The seconds passed and he wondered what she was doing. He knew she could not be very far away. Then there was a slight rustle and her lips touched his cheek.

"This," she whispered, "is because for the first time in yoh life you've got what Miss Jane calls grit. Don't move!" There was another pause, and her lips touched his other cheek. "This," again she whispered, "means the blind eyes over yonder are happy, 'cause you've made Nancy see. An' this," she tenderly drew down his face and kissed his forehead, "is that we'll be understandin' friends from now on till the day after never."

"Isn't there something else?" he pleaded.

"I reckon not," she whispered.

She must have moved silently, for in a few moments her voice called a good night from the broken gate.
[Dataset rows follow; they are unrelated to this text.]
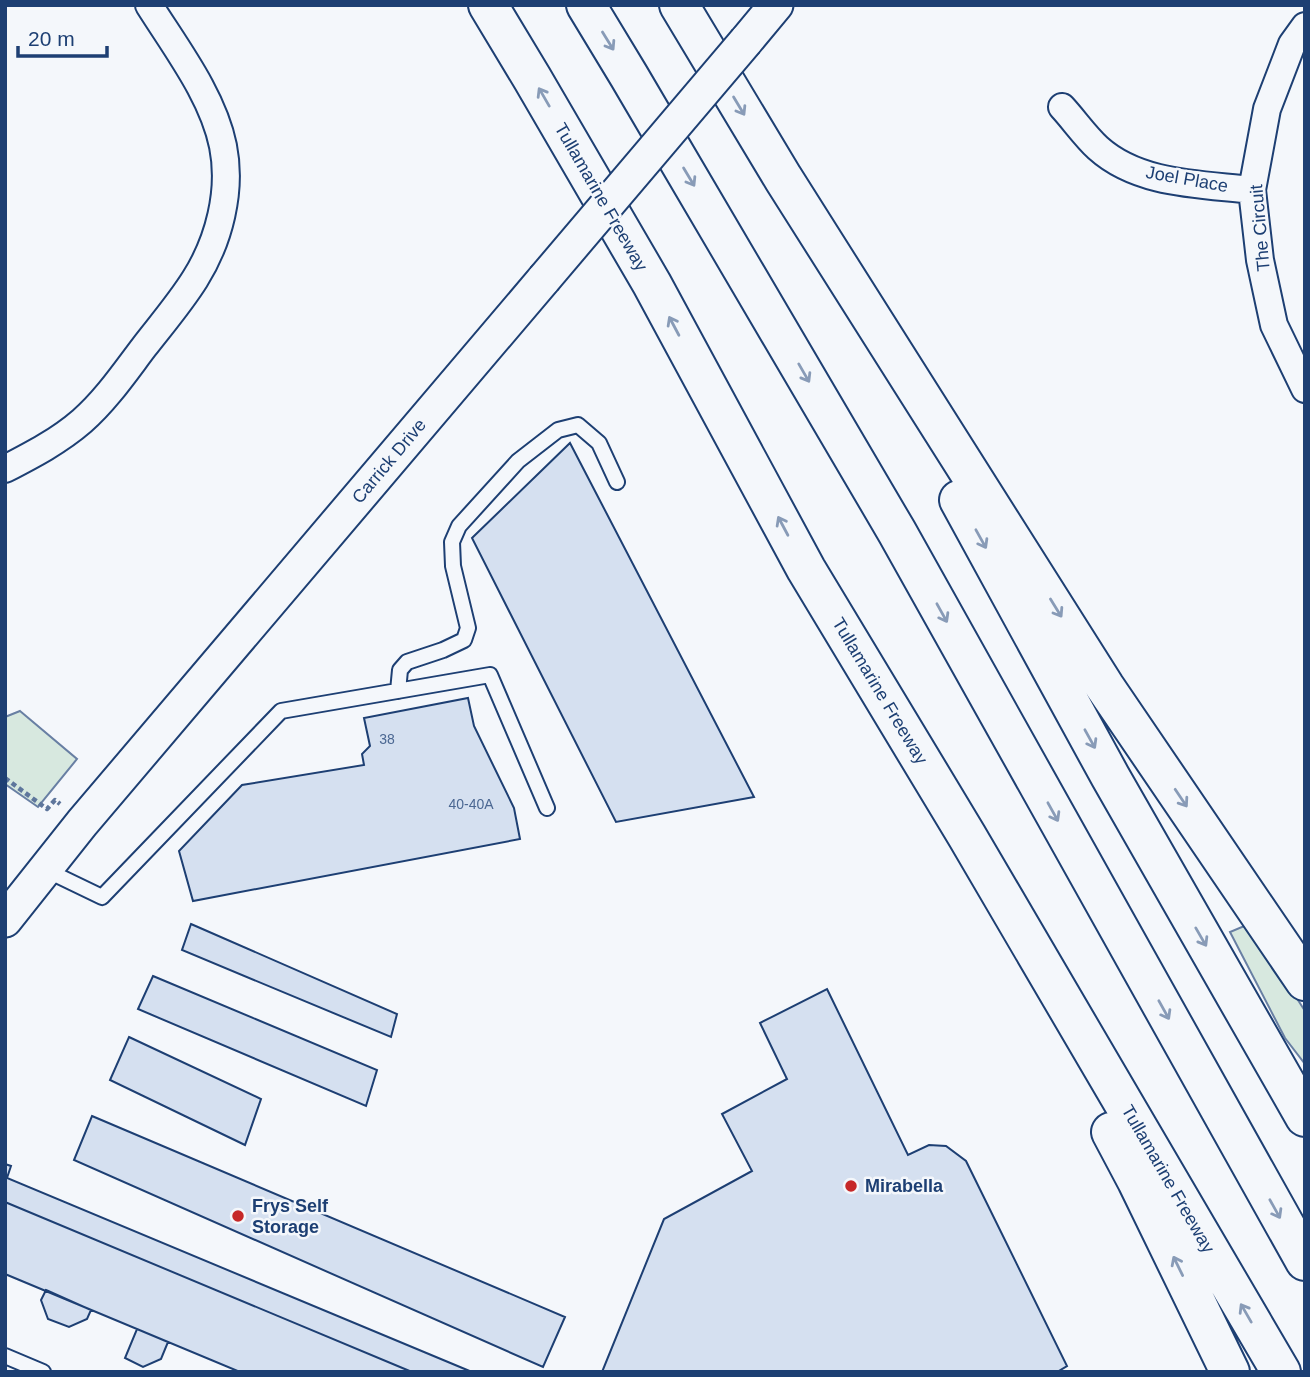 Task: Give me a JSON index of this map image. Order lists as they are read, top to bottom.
{
  "streets": {
    "highway": ["Tullamarine Freeway"],
    "street": ["Joel Place", "The Circuit", "Carrick Drive"]
  },
  "crossings": [
    ["Joel Place", "The Circuit"]
  ],
  "places": ["Mirabella", "Frys Self Storage"],
  "house_numbers": ["38", "40-40A"],
  "scale_bar": "20 m"
}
He opened his eyes then, and moved toward his patient horse. He had a feeling that he may not have carried this interview gracefully; but he had done it honestly, and at real personal cost. He began to wonder what it might have cost Nancy—he had given that no thought. Were she a girl of Jane's type, he suspected she would now be hating him. But she was not like Jane; she was Nancy; and, even as his intuition whispered, her cheeks were still flushed with a pleasant warmth of satisfaction. To her it had been romantic and grateful. She seemed to feel that they were honorably at quits.